164 - LA HOMOSEXUALIDAD Y EL LESBIANISMO SON CONTRA NATURA
 

Acepto y amo la diferencia en personas diferentes, pues Dios no hace distinción de ningún tipo, ha creado un ser ‘único’ en cada uno de nosotros.

 

Rechazo la promiscuidad que va contra esa divina creación, violando el uso de sus dones, dándole un sentido pervertido en muchos de sus términos, pues la sabiduría divina no es aleatoria ni se contradice, solo el mal degrada los fines de la naturaleza.

 

La promiscuidad es propia de personas vacías en su interior y permeables a todo. Carecen de ideales capaces de hacer subir la presión interna, que aumenta nuestras defensas ante el mal que viene de fuera.

 

Todo evoluciona hacia la perfección, hacia nuestra mejor adaptación a ese mecanismo natural del que formamos parte; de no ser así, la evolución nos llevaría irremisiblemente a la autodestrucción de la persona, del mundo.
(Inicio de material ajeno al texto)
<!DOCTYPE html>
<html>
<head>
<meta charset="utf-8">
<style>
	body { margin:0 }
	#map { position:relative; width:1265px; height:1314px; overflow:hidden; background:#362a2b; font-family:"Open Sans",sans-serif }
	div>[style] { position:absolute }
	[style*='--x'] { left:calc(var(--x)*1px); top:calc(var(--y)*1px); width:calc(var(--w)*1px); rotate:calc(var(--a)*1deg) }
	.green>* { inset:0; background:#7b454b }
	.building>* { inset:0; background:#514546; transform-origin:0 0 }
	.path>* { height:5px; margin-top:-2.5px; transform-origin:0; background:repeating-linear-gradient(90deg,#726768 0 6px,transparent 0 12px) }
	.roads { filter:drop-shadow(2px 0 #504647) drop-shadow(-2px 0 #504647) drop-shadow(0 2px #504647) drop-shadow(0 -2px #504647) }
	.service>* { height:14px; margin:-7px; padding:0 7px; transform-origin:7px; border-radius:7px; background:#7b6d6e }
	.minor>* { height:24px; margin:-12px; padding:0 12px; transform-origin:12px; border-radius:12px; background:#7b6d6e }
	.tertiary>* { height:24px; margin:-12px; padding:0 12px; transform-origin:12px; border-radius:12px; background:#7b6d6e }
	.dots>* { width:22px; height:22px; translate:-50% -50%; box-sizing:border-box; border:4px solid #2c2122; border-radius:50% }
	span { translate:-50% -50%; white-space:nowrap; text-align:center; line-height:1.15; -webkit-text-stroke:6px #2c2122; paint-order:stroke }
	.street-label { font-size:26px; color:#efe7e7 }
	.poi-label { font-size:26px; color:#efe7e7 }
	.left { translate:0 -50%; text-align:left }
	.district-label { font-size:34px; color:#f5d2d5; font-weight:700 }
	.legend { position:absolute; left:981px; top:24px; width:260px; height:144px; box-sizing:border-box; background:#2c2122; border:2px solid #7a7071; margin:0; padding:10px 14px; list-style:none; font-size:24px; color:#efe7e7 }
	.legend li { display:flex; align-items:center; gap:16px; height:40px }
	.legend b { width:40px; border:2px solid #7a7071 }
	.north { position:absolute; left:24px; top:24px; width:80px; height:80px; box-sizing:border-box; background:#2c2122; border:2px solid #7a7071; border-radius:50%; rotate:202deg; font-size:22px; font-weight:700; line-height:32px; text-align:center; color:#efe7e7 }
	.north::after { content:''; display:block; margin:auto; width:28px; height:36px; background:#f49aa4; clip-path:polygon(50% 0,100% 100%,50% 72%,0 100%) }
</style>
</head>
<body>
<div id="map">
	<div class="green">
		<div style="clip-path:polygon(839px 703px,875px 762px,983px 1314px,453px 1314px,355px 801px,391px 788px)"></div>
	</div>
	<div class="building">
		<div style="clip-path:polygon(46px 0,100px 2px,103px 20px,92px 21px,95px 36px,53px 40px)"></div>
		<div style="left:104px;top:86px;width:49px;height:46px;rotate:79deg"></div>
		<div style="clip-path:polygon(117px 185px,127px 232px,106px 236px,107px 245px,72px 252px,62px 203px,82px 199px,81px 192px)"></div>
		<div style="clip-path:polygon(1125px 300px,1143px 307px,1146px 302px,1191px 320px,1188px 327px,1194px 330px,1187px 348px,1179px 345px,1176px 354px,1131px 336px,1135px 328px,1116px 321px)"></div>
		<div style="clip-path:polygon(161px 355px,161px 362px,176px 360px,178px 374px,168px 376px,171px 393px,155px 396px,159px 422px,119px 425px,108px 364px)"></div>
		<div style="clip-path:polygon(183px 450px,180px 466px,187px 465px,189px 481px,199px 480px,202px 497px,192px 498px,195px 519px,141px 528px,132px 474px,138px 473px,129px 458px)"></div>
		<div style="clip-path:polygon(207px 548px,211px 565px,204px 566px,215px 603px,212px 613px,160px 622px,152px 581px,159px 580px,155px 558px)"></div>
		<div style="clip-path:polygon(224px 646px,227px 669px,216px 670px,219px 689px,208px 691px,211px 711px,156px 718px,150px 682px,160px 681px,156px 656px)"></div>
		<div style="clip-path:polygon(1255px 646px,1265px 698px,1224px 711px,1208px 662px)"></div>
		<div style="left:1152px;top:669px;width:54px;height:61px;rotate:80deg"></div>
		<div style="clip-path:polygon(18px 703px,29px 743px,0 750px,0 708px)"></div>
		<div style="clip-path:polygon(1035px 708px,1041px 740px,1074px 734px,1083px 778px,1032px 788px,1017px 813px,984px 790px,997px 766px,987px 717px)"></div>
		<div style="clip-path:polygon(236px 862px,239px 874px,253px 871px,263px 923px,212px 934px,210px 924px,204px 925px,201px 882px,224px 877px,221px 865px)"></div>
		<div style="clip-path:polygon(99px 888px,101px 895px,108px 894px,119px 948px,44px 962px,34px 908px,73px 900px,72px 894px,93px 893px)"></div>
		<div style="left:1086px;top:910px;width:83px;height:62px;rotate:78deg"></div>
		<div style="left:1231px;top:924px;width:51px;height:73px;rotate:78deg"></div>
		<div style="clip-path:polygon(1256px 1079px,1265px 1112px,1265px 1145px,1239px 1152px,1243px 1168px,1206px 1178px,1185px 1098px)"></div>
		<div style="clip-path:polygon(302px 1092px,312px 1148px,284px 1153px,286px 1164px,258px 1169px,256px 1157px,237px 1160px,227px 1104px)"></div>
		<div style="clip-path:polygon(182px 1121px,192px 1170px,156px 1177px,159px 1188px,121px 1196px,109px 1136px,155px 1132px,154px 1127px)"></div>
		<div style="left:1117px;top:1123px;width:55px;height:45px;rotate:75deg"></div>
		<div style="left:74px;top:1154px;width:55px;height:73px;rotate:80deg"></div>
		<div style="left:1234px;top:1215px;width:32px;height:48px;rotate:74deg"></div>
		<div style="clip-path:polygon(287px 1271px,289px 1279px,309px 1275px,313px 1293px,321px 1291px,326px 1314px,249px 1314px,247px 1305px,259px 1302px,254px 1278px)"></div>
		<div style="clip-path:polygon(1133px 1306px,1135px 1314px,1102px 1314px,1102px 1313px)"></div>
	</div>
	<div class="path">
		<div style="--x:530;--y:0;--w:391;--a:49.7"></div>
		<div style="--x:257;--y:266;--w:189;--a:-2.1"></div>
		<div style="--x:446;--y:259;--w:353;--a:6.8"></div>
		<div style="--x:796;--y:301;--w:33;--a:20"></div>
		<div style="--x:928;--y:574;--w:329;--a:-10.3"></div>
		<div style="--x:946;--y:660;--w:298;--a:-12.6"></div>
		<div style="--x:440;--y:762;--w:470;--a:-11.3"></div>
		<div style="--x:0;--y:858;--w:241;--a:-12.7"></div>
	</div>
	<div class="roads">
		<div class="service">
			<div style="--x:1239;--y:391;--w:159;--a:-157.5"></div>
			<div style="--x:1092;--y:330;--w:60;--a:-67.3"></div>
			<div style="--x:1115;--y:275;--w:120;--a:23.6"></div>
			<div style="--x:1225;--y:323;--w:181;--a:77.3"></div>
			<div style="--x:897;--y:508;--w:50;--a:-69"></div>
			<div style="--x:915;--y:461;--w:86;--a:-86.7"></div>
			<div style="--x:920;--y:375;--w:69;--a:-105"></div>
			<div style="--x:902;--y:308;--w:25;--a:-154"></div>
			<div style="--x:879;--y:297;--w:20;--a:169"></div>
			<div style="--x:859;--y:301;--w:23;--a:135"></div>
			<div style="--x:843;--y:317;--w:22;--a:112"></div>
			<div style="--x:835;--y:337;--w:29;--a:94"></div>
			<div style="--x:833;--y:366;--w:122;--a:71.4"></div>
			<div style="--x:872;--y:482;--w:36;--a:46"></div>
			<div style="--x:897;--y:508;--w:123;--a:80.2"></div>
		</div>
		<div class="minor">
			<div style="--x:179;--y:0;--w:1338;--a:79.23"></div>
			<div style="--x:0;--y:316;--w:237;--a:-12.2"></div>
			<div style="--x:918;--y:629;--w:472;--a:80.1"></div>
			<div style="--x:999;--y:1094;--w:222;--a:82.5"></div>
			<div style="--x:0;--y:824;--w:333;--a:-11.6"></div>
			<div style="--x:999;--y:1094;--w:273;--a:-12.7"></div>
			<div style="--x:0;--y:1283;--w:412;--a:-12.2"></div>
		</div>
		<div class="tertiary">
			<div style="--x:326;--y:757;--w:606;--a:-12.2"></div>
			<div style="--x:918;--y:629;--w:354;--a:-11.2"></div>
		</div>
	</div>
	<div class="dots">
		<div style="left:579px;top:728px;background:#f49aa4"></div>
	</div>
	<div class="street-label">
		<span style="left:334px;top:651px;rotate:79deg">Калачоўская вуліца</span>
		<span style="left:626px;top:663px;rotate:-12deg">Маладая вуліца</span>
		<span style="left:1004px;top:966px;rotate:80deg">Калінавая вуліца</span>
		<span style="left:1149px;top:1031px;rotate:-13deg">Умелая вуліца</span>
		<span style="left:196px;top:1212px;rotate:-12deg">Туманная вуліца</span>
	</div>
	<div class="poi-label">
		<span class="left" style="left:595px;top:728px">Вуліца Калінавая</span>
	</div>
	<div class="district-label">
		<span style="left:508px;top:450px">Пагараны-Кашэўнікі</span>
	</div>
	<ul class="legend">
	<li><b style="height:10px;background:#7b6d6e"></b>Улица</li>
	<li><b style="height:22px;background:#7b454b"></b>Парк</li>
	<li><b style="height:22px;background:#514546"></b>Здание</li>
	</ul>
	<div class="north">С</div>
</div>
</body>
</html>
Pero por muy perfecto que sea un cuerpo, siempre puede tener alteraciones, malformaciones, ataques externos en algunas de sus partes que solo son mortales si pervierten el sentido unitario del cuerpo.

 

No soy moralista, pero la razón y el Espíritu me dicen que la homosexualidad y el lesbianismo son contra natura. Hombre y mujer nos creó Dios para amar con el cuerpo engendrando frutos que perpetúen la especie, frutos de nuestra generosidad, frutos innumerables de fidelidad y amor al Creador que nos ha dado tal poder, que cuenta con nosotros en sus fines de salvación y felicidad eterna que a todos abarca, como infinito es su amor y nuestra capacidad de amar.

 

"Hay eunucos que nacieron así del vientre de su madre; también hay eunucos que han quedado así por obra de los hombres; y los hay que se han hecho eunucos a sí mismos por el Reino de los Cielos. Quien sea capaz de entender, que entienda." (Mat. 19, 12)

 

Palabras de Jesús ante las dificultades para vivir las circunstancias e inclinaciones sexuales de cada uno. "para Dios todo es posible, tened confianza" animaba a sus discípulos. El lenguaje que utiliza es comprensible, con unas palabras vividas por el mismo Maestro, hombre como nosotros.

 

Según el diccionario de la Real Academia de la Lengua, con el vocablo ‘eunuco’ se designa a los hombres "castrados, o afeminados". Supongo que se refiere a toda persona con dificultad para vivir la sexualidad según su genero "hombre y mujer nos creó Dios...", nacidos así, o alterada su naturaleza por voluntad del hombre, o renunciando a la sexualidad por un fin superior.

 

La lucha por encauzar nuestras propias tendencias cuando no son afines a un orden natural, forma parte de la esencia de nuestro existir en un mundo creado en la perfección y la libertad de Dios, tronchado por el mal de nuestras transgresiones, que como una infección vírica se ha introducido en nosotros. Pero a pesar de ello podemos llegar a una vida en castidad, en fraternidad, en comprensión a los diferentes, en solidaridad, en amor y espíritu de reciprocidad con Dios. Es un camino duro, derramaremos muchas lágrimas, pero compensa.

 

Nuestra esperanza está basada en una promesa: primero de redención -liberación del mal- y luego de la llegada del Reino de Dios -el bien-. Jesús nos ha liberado de las cadenas y nosotros podemos y debemos completar esa liberación hasta hacernos merecedores del Reino de Dios, para siempre, sin límites, en cuerpo y espíritu.